A former Celsius employee, who requested anonymity, told CNBC that the company was retroactively trying to comply with TILA.

“You can’t say, ‘Oh, oops, we forgot 25 elements of the Truth in Lending Act, and as a result, we’re going to turn those elements back and pray,'” Knitowski said.

Jefferson Nunn, editor and contributor to Crypto.news, took out a loan from Celsius and posted more than $8,000 in bitcoin as collateral. He knows that these assets are not available to him now even if he pays off his loan.

Noon, who lives in Dallas, said he got a loan to invest in more bitcoin after seeing a promotion for the platform. He said he heard about Celsius after doing a podcast with co-founder Nuke Goldstein. Goldstein said on the show, “Your money is safe,” Nunn said. Alex Mashinsky, former CEO of Celsius, made similar comments shortly before halting withdrawals.

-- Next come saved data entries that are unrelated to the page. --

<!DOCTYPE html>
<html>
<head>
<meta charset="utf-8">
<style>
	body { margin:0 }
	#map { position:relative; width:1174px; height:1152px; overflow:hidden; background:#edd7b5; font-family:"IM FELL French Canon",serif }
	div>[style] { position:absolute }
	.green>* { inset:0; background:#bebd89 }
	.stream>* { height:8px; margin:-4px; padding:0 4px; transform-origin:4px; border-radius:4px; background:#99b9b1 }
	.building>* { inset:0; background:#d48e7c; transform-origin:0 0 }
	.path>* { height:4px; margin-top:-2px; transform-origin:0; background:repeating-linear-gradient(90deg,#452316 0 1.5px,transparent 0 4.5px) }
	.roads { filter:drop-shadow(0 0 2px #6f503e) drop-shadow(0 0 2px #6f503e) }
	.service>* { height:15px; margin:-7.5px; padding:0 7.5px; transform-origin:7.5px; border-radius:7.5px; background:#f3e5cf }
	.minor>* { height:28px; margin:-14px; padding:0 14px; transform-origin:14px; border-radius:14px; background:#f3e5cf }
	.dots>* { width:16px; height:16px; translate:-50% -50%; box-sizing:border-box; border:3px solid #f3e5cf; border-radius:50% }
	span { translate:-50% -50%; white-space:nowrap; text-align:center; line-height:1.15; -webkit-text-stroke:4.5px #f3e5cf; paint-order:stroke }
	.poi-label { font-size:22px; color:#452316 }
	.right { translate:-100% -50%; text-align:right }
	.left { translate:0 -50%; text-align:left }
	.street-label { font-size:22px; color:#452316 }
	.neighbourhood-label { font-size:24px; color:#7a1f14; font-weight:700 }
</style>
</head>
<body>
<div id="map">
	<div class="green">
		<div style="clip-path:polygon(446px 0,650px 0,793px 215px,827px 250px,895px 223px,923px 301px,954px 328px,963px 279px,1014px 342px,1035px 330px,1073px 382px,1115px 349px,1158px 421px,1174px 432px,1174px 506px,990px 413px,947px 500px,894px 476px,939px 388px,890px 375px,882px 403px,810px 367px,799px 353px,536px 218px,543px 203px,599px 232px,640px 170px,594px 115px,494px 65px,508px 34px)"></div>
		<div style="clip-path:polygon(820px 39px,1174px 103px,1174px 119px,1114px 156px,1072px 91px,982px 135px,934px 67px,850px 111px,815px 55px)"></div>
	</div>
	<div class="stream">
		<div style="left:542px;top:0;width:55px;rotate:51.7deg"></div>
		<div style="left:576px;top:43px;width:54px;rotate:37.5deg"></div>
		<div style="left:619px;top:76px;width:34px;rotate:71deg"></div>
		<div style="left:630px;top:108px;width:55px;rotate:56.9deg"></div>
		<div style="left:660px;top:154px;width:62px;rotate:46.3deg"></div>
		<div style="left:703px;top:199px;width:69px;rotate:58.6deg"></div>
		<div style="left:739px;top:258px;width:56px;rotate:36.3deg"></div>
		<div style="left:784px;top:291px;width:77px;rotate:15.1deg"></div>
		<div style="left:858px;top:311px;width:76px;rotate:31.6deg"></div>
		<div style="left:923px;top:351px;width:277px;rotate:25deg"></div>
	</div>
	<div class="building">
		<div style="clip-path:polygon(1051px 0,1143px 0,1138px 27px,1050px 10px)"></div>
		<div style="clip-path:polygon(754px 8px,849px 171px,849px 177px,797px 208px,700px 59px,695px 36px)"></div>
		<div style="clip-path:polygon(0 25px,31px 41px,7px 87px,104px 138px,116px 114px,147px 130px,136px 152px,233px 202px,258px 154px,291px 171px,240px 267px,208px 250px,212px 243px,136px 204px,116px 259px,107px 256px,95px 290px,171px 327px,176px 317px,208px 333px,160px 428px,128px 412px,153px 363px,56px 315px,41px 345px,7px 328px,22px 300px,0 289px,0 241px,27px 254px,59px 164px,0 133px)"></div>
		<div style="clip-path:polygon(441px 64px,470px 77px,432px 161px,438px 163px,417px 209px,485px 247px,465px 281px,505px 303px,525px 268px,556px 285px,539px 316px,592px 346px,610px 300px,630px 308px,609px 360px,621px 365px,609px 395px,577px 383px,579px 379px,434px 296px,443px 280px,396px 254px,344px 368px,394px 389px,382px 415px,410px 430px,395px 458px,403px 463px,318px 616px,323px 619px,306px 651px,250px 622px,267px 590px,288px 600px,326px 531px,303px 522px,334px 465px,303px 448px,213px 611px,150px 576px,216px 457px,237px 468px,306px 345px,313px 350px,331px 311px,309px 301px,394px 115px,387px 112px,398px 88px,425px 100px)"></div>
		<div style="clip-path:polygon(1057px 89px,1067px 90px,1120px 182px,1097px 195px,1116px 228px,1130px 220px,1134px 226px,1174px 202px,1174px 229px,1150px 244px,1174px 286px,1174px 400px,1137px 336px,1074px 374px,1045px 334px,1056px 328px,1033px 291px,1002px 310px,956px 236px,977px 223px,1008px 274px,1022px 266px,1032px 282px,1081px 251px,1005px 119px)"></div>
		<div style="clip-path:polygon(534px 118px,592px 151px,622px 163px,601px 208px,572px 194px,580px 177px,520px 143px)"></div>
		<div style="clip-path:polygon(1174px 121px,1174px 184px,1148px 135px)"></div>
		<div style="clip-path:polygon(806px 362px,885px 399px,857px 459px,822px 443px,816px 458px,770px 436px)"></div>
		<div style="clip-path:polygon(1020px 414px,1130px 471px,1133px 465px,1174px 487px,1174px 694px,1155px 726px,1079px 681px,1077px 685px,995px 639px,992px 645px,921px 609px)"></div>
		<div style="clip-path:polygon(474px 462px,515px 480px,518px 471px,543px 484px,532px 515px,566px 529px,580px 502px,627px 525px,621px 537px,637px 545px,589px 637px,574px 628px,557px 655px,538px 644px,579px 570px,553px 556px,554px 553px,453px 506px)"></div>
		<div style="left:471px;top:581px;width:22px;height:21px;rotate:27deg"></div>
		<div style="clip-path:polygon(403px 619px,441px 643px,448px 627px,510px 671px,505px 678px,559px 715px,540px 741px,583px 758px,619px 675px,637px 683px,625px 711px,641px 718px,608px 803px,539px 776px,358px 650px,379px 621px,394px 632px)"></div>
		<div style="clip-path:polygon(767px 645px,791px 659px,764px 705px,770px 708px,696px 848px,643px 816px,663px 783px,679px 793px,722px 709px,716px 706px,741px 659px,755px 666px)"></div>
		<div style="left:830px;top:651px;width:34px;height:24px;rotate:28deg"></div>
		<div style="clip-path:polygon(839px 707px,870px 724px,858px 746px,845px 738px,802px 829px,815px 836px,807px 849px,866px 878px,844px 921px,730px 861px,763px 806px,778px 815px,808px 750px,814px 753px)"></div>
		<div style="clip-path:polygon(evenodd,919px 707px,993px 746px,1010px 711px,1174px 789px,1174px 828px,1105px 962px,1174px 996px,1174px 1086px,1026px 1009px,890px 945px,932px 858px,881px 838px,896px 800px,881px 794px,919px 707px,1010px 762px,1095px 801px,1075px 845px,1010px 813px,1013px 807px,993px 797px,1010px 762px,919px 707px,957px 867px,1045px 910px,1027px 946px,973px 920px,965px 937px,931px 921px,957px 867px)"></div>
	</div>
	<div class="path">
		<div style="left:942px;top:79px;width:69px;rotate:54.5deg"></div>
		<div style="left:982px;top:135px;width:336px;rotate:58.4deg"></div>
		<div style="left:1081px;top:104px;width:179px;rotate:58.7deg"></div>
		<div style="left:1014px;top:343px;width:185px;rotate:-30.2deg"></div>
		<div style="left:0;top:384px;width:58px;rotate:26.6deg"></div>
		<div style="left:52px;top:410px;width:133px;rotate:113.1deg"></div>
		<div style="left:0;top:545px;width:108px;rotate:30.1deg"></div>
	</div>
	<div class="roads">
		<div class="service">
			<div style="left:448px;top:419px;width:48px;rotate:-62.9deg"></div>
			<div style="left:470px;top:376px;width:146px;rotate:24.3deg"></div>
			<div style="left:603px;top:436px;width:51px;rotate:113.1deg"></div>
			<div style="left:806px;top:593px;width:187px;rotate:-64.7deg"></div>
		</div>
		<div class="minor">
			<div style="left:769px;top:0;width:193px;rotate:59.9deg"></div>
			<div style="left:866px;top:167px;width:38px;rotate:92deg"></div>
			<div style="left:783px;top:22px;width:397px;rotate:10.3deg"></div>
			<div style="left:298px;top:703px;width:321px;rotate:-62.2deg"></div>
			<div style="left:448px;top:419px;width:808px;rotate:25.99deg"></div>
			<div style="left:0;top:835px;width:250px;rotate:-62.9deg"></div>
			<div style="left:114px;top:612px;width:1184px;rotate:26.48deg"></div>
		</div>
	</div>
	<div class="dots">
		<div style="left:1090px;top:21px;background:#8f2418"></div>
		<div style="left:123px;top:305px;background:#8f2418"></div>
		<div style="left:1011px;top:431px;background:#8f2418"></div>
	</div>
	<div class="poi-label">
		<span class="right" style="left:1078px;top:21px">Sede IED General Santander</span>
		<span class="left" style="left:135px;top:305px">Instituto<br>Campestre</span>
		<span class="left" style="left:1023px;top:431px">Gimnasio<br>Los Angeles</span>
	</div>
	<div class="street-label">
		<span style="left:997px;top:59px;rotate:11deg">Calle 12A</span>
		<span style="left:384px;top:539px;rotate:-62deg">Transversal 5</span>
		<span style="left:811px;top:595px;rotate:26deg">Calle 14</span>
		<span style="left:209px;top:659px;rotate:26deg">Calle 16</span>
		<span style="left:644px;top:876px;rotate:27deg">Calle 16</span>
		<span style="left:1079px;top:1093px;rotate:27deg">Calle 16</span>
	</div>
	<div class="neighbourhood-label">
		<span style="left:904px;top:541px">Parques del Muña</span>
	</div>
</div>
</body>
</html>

Alex Machinsky, CEO of Celsius on stage in Lisbon for the 2021 Web Summit

Piaras Ó Midheach | math file | Getty Images

“It’s basically a mess and my money is still stuck in there,” Nunn said.

This topic has come up again and again in cryptocurrencies, most recently with the FTX failure last month. Sam Bankman Fried, founder and CEO of the exchange, told his Twitter followers that the company’s assets are good. A day later, he was seeking a bailout package amid a liquidity crisis.

While Celsius’ implosion doesn’t hold up to the size of FTX, which was recently estimated to be worth $32 billion, the company’s management has faced its share of criticism. According to an October court filing, senior executives withdrew millions of dollars in assets before the company stopped withdrawing client funds.

A former employee, who asked not to be named, said there was a lack of financial oversight that left large holes in the company’s balance sheet. One of the biggest problems was that the percentile had an artificial inertia, which occurs when a company’s assets and liabilities don’t align.

The former employee told CNBC that when customers deposit crypto assets with Celsius, it was supposed to ensure that those funds were available any time customers wanted to withdraw them. However, Celsius was taking customer deposits and lending to risky platforms, so it didn’t have the liquidity to return funds on demand.

As a result, when customers wanted to withdraw funds, Celsius would scramble to buy assets on the open market, often at a higher price, the person said.

“It was a huge error of operational judgment and control that really took a toll on the organization’s balance sheet,” said the former employee.

He also said that Celsius was collecting cryptocurrency tokens that had no value as collateral. On its platform, Celsius describes that customers can “earn crypto rewards compounded on BTC, ETH, and over 40 other cryptocurrencies.” But according to the former employee, the teams responsible for publishing those coins had nowhere to go with many of the more obscure tokens.

The former employee said he left Celsius after discovering that the company was unwise with client funds, and that it was making risky bets to continue generating the high returns it promised depositors.

“A lot of people have taken all their money out of the traditional banking systems and put their full faith in Alex Machinsky,” the person said. “Now that these individuals are unable to pay medical bills, pay for weddings, mortgages, and retirement, that still weighs heavily on me and my colleagues who left the organization.”

Celsius did not respond to multiple requests for comment. Machinsky, who resigned from Celsius in September, declined to comment.